Task directions = Once the line containing "position:absolute; left:2333px; top:21px;" is found in the entries below, restate it and each following line word for word, stopping after the line containing "display:grid; place-items:center; width:70px;".

━━━━━ Records shown

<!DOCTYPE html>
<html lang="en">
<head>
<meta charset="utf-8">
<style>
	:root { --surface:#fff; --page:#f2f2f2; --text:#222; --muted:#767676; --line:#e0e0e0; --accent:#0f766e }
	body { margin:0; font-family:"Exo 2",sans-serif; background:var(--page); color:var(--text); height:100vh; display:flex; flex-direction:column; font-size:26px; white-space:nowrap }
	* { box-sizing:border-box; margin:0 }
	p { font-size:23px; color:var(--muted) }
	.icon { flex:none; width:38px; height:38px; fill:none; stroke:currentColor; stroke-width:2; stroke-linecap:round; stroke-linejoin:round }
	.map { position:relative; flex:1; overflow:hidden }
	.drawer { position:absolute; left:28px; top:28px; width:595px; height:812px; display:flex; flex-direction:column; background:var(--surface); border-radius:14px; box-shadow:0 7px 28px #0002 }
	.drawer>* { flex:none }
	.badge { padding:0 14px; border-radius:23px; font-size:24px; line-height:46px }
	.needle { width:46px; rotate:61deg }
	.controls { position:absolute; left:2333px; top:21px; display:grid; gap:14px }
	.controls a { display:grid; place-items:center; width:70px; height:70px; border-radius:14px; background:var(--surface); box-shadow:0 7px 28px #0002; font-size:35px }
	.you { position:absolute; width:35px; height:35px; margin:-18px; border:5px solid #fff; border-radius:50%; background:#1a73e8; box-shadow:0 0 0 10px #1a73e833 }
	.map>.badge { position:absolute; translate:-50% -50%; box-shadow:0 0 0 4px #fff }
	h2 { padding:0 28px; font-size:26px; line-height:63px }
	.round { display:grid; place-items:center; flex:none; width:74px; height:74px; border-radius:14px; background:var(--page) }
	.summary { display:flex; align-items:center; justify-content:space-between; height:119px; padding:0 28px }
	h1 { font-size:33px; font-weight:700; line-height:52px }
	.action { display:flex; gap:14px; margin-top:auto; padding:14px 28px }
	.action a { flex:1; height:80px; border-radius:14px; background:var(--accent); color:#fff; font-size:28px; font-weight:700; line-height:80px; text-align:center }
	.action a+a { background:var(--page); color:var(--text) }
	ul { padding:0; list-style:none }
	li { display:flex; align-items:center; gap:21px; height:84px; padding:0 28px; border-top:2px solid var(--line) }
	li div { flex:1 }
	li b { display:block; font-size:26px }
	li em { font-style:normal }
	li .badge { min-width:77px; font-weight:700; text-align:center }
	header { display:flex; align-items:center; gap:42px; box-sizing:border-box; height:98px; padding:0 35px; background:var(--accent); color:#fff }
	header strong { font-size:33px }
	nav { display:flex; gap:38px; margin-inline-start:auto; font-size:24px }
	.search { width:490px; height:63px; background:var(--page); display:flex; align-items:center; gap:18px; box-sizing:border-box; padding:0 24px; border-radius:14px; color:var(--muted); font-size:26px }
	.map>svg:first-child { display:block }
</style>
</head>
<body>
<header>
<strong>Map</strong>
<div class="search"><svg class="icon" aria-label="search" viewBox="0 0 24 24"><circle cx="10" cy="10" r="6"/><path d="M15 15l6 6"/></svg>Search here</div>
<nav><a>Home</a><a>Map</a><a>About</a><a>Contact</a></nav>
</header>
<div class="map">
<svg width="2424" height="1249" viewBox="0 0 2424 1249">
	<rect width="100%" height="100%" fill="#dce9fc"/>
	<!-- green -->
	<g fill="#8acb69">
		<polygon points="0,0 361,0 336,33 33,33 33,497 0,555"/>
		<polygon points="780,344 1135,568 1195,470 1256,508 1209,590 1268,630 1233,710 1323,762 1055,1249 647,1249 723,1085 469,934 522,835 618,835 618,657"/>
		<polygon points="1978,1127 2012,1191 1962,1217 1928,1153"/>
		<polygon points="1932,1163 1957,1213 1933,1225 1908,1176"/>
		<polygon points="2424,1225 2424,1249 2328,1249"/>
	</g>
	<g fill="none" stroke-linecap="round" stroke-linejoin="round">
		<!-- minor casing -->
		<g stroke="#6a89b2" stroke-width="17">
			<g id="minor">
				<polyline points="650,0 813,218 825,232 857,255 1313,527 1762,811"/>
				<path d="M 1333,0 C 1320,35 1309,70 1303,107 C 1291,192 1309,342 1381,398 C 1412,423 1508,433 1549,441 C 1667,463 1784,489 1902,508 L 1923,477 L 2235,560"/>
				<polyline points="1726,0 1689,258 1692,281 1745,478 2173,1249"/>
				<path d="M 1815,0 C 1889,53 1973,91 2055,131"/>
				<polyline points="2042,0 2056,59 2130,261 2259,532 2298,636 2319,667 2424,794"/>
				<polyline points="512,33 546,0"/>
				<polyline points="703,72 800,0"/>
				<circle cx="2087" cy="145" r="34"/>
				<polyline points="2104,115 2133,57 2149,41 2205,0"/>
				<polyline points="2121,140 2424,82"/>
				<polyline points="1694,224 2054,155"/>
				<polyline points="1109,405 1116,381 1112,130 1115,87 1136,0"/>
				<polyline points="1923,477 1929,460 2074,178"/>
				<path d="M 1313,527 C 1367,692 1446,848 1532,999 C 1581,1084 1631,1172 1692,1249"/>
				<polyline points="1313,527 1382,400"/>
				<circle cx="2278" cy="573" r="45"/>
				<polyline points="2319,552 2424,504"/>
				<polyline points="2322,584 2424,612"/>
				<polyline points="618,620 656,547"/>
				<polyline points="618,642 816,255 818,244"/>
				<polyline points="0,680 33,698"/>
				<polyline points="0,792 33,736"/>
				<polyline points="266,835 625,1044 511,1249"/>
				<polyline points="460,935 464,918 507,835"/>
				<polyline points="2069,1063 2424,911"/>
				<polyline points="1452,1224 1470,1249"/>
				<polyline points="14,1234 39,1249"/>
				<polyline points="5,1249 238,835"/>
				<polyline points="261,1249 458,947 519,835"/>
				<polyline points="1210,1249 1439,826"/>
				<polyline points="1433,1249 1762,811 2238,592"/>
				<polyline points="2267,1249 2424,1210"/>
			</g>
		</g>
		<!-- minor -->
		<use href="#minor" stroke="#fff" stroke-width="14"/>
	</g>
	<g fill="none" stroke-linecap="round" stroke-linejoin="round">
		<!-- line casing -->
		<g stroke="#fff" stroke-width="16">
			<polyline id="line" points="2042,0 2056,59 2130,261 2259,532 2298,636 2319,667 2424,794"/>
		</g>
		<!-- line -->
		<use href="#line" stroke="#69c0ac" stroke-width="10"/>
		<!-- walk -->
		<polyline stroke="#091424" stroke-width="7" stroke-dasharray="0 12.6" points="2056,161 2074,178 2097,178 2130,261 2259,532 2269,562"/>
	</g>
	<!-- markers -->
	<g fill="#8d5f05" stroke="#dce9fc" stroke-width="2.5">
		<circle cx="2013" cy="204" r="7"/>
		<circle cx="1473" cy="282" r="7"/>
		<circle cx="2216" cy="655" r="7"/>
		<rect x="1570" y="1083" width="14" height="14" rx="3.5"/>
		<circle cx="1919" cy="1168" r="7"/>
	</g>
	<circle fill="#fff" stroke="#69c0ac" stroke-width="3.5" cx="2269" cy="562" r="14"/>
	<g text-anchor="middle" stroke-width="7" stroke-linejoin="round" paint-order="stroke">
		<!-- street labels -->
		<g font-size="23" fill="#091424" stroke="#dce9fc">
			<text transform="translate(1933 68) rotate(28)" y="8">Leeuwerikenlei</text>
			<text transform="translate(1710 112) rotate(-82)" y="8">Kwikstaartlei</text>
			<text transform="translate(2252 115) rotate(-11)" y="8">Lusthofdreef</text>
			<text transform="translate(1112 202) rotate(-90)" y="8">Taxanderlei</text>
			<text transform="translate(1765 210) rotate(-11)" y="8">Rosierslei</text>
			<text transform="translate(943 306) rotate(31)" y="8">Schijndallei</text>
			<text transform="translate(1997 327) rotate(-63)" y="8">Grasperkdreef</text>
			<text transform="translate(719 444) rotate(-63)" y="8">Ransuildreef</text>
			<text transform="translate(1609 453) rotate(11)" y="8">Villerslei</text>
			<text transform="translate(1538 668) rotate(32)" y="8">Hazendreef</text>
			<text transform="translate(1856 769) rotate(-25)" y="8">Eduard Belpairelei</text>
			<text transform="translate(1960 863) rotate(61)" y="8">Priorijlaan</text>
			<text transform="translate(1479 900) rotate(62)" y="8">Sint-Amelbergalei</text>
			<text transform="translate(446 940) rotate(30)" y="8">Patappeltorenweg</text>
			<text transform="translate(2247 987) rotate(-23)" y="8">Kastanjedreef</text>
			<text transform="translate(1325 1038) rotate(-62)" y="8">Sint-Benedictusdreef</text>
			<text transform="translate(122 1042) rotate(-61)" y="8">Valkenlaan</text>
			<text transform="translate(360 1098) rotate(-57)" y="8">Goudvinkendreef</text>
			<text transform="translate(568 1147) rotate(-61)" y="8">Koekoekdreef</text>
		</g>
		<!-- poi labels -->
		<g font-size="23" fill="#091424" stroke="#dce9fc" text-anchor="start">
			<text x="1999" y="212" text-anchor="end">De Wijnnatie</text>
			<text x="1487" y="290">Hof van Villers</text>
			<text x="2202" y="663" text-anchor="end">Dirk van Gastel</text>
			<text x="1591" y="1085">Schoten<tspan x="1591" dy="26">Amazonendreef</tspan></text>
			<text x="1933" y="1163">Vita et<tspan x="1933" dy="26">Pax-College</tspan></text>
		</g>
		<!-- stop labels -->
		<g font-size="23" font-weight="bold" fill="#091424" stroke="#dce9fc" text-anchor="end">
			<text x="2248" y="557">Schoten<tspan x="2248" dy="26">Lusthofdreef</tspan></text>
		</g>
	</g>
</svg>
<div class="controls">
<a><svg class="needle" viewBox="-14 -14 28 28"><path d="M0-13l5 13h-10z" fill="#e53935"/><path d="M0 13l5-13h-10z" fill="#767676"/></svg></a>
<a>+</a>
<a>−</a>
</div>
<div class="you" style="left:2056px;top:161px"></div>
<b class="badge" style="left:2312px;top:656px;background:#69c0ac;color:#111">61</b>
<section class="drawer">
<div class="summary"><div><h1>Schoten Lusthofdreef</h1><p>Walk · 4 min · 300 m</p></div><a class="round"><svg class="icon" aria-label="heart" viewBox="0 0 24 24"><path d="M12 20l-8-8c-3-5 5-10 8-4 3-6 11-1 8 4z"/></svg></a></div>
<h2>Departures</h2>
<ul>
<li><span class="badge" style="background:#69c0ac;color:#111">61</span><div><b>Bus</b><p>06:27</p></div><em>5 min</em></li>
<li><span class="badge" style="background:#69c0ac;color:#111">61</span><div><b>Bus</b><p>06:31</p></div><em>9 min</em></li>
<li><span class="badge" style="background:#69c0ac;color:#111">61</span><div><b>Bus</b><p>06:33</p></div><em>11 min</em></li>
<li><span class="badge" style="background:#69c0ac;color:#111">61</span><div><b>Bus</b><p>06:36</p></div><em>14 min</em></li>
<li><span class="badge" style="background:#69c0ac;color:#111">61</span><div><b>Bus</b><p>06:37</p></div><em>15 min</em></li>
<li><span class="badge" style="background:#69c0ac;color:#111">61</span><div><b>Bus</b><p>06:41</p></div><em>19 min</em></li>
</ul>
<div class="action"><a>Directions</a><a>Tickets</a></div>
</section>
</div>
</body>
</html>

━━━━━━━━━━

Task response =
	.controls { position:absolute; left:2333px; top:21px; display:grid; gap:14px }
	.controls a { display:grid; place-items:center; width:70px; height:70px; border-radius:14px; background:var(--surface); box-shadow:0 7px 28px #0002; font-size:35px }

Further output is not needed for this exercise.